The following Q&A was completed as part of our conversational Commercial Real Estate FAQ Interview Series, we hope you find it helpful.
While HUD financing has some advantages for certain buyers, the process of acquiring HUD financing can be exceptionally long, throwing a possible wrench in your investments. HUD financing has low interest rates and long amortization, making it a great potential choice for legacy investors who plan to hold onto a property for generations. For those looking to be more competitive in the market, other financing options may be better suited to your needs.
Richard Wilson: I would imagine so. I mean, related to optimization, what is HUD financing? And when is that best considered?

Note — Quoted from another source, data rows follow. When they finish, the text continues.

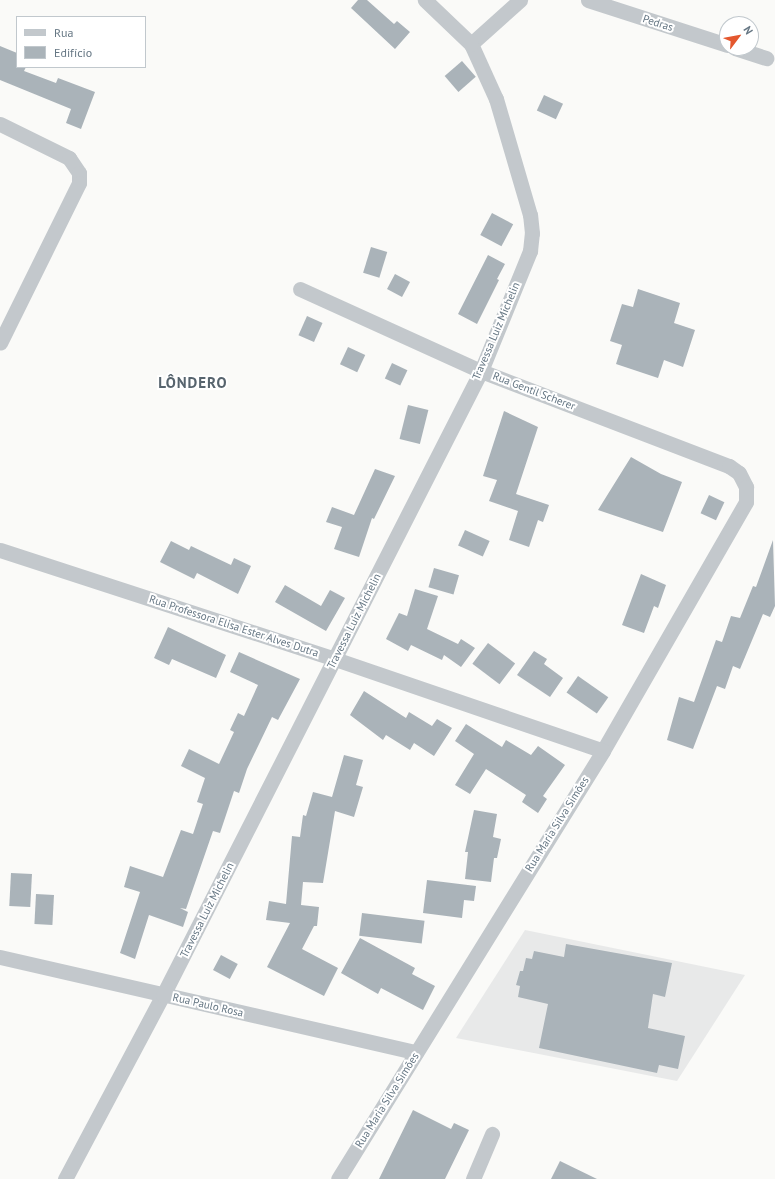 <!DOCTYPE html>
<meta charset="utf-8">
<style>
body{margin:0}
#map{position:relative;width:775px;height:1179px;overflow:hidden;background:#fafaf8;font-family:"PT Sans",sans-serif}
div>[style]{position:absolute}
.built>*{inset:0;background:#e8e9e9}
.building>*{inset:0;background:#aab3b9;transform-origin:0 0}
.minor>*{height:15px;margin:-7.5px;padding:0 7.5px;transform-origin:7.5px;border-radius:7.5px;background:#c3c8cc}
span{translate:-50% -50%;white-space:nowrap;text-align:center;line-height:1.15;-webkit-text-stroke:4px #fff;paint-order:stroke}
.street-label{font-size:11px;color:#657683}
.district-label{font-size:15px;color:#57646e;font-weight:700;letter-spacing:1px}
.legend{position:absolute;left:16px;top:16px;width:130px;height:52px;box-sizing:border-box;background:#fff;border:1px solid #c1c8cd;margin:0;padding:5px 7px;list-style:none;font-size:12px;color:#657683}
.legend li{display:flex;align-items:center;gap:8px;height:20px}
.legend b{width:20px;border:1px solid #c1c8cd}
.north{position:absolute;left:719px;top:16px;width:40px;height:40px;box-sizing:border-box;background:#fff;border:1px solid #c1c8cd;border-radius:50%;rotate:58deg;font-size:11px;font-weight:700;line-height:16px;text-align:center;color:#657683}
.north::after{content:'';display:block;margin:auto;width:14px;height:18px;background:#e4572e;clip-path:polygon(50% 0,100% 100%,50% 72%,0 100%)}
</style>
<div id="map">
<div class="built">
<div style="clip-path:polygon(525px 930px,745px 975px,677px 1081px,456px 1038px)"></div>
</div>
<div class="building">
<div style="clip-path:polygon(358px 0,367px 0,394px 24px,397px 21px,410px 32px,395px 49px,351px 8px)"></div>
<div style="clip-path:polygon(0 46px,17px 53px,17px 67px,26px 67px,24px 71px,56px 83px,58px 78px,95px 92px,81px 129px,66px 123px,71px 109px,0 80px)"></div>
<div style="left:462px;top:61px;width:21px;height:23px;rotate:49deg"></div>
<div style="left:544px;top:95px;width:21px;height:17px;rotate:25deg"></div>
<div style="left:492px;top:213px;width:24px;height:25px;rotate:28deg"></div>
<div style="left:371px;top:247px;width:17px;height:27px;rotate:17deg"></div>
<div style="clip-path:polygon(488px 255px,505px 264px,497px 279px,499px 280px,477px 324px,458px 314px)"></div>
<div style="left:395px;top:274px;width:17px;height:17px;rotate:28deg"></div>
<div style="clip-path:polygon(638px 289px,680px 303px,674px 323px,695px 330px,683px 367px,664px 360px,658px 378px,616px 364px,622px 345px,610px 341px,622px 304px,633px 307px)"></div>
<div style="left:307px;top:316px;width:17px;height:21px;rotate:24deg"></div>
<div style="left:348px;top:347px;width:19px;height:19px;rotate:25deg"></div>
<div style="left:392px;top:363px;width:17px;height:17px;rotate:25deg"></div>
<div style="left:408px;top:405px;width:21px;height:35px;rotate:14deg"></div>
<div style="clip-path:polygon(504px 411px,538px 427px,516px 494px,549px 505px,543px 522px,538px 520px,529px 547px,509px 540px,518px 511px,489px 501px,497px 480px,483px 476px)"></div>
<div style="clip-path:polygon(631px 457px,661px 474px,682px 482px,663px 532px,598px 510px)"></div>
<div style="clip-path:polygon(375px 469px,395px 476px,374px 519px,372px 518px,359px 557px,334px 549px,342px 527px,326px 522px,332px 507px,354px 515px)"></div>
<div style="left:709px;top:495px;width:17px;height:20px;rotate:25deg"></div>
<div style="left:465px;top:530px;width:27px;height:17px;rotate:24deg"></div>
<div style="clip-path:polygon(773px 540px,775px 606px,770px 617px,763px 614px,740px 669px,733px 666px,725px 689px,717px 686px,693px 749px,667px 740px,679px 697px,694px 702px,716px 640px,722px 642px,731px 616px,740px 618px,753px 586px,756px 587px)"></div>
<div style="clip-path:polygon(171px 541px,189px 550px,191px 546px,231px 565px,234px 558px,251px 566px,238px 594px,197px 573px,194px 579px,160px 562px)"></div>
<div style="left:434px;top:568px;width:26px;height:20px;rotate:16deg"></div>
<div style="clip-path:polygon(641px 574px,666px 585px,658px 608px,654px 606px,644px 633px,622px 625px)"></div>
<div style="clip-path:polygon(285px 585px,321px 606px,330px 590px,345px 598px,326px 631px,275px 602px)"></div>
<div style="clip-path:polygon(415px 589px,438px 596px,427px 629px,458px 644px,461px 639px,475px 648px,461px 667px,444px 655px,442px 660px,411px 645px,408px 651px,386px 639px,399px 613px,407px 616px)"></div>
<div style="clip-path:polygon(168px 627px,226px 655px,216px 678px,172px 659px,169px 665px,154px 658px)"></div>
<div style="left:488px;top:643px;width:34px;height:26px;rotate:37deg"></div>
<div style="clip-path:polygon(534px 651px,547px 659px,544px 664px,563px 678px,550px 697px,517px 675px)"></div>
<div style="clip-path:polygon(239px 652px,300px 679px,278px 720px,272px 717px,247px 769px,239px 793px,234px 791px,220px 833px,213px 831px,186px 909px,180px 908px,188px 912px,183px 927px,149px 915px,135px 959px,120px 953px,140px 892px,124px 887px,130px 866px,163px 877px,181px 830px,193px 834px,203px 804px,197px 802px,205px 778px,181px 766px,189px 749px,219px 764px,234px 732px,230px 730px,238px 713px,244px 716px,258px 685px,230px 672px)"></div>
<div style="left:578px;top:676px;width:37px;height:20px;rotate:35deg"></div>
<div style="clip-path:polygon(364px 691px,406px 718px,409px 712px,432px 726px,437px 719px,452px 728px,434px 756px,414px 743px,410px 750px,386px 735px,383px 740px,350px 715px)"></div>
<div style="clip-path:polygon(466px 724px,502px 747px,506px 740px,531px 755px,538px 746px,565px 765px,543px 796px,547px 799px,538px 813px,522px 802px,526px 795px,486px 769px,470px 794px,455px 785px,474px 754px,455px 741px)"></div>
<div style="clip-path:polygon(344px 755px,363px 760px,356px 785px,363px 787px,354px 817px,335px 811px,323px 883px,303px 882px,301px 905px,319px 907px,317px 926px,314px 926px,302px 949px,338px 968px,324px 996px,267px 967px,290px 923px,266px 920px,269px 901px,286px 904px,292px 836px,300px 837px,303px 815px,306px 816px,313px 792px,332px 797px)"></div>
<div style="clip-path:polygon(474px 810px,497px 814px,493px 837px,501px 839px,497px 858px,494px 858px,491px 882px,465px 879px,468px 852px,465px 852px)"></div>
<div style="left:11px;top:873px;width:21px;height:33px;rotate:3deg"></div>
<div style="clip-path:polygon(427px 880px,476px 886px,474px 901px,464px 900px,462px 918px,423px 913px)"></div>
<div style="left:36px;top:894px;width:18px;height:30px;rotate:3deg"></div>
<div style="left:362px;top:913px;width:63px;height:23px;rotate:7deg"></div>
<div style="clip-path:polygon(360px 938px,415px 968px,412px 974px,435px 986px,423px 1010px,381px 988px,378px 994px,341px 973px)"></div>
<div style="clip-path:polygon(566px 944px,672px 963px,665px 997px,653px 994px,648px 1028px,685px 1036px,678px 1069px,659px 1065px,657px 1073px,539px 1048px,548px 1004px,518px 997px,520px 986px,516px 985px,520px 971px,523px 971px,526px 958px,532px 959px,534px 951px,564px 957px)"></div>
<div style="left:221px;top:955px;width:19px;height:17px;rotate:28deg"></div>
<div style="clip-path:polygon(413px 1110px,451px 1129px,454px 1123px,469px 1130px,445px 1179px,379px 1179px)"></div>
<div style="clip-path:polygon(560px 1161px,597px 1179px,551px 1179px)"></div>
</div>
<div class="minor">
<div style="left:588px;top:0;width:146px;rotate:17.9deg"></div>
<div style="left:471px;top:44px;width:66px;rotate:-41.9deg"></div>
<div style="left:735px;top:48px;width:33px;rotate:18deg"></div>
<div style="left:0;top:124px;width:77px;rotate:26.2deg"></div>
<div style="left:69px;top:158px;width:18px;rotate:56deg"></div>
<div style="left:79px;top:173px;width:10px;rotate:90deg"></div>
<div style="left:79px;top:183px;width:178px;rotate:116.3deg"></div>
<div style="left:300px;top:289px;width:199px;rotate:24.4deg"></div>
<div style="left:481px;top:371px;width:266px;rotate:21deg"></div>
<div style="left:729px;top:466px;width:12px;rotate:35deg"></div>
<div style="left:739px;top:473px;width:16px;rotate:63deg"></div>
<div style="left:746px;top:487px;width:15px;rotate:90deg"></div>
<div style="left:746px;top:502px;width:287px;rotate:119.9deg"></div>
<div style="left:603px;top:751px;width:503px;rotate:121.76deg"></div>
<div style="left:0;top:550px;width:352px;rotate:18deg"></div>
<div style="left:335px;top:659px;width:283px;rotate:18.9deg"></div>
<div style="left:0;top:957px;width:427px;rotate:12.9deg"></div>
<div style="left:65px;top:1179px;width:208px;rotate:-62deg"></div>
<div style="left:163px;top:995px;width:700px;rotate:-63deg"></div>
<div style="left:481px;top:371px;width:130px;rotate:-67.8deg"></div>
<div style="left:530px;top:251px;width:18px;rotate:-84deg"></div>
<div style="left:532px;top:233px;width:18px;rotate:-96deg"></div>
<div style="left:530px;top:215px;width:121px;rotate:-106.3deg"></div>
<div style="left:496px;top:99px;width:60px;rotate:-114.4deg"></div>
<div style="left:471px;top:44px;width:64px;rotate:-136.3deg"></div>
<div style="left:473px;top:1179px;width:49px;rotate:-67.1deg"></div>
</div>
<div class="street-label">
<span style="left:658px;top:23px;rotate:18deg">Pedras</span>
<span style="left:496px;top:331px;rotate:-67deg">Travessa Luiz Michelin</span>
<span style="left:534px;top:391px;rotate:21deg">Rua Gentil Scherer</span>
<span style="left:354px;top:621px;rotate:-63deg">Travessa Luiz Michelin</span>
<span style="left:234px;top:626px;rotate:18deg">Rua Professora Elisa Ester Alves Dutra</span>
<span style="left:557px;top:824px;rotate:-58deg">Rua Maria Silva Simões</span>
<span style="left:207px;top:910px;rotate:-63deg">Travessa Luiz Michelin</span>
<span style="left:208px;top:1005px;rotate:13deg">Rua Paulo Rosa</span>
<span style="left:387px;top:1100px;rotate:-58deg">Rua Maria Silva Simões</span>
</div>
<div class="district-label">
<span style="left:193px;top:383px">LÔNDERO</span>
</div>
<ul class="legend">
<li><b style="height:5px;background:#c3c8cc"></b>Rua</li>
<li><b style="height:11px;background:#aab3b9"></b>Edifício</li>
</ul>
<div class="north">N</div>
</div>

Brian Burke: HUD financing is a product put out by the Department of Housing and Urban Development in cooperation with the FHA, Federal Housing Administration. This loan is really desirable by some because it has low interest rate, and it has really long amortization. So, let’s say you’re a legacy holder, you know you’re going to own this asset for decades if not generations, a HUD loan might make sense because you can amortize it over 40 years, which will improve your cash flow in the early period of your investment, and you can also have a lower interest rate than even what the agencies might provide.
There’s downsides, though, to HUD financing. One of the major downsides is that it takes a really long time to secure the financing, and so if you’re in a situation where it’s a competitive environment, trying to acquire a property, and you want to be able to close in 45 to 60 days, with the HUD financing – forget it. It’s just not going to happen. It takes a long time to close those. But if it’s a refinance and you’ve got all the time in the world, that’s one option for you. The other downside is they have limitations on how often you can make a distribution, it’s one to two times a year rather than with any other financing you can distribute whenever you want. You can distribute monthly, quarterly, as-needed, but with HUD loans, there’s limitations on those distributions.
Richard: Right, right. I think you’re lucky if you get a HUD loan done in 4 to 6 months. It’s many times 5 to 9 months, usually, is that right ballpark wise?
Brian: Yeah, I mean it’s a very long time. Best case scenario, maybe you get one done in 90 days, but you’ve really got to be on top of it to make that happen. It is a very slow process. Now I’ve heard that they want to try to make it better, and do that faster, but still for a refinance scenario maybe it’s one thing. Or if you have a really patient seller, maybe it works, but today’s landscape in the multi-family acquisitions arena, it’s very competitive, and one of the elements that people look at is how long is it going to take you to close, and if you tell them “Eh, 3 to 6 months.”, there’s no way they’re picking you as the buyer for that property.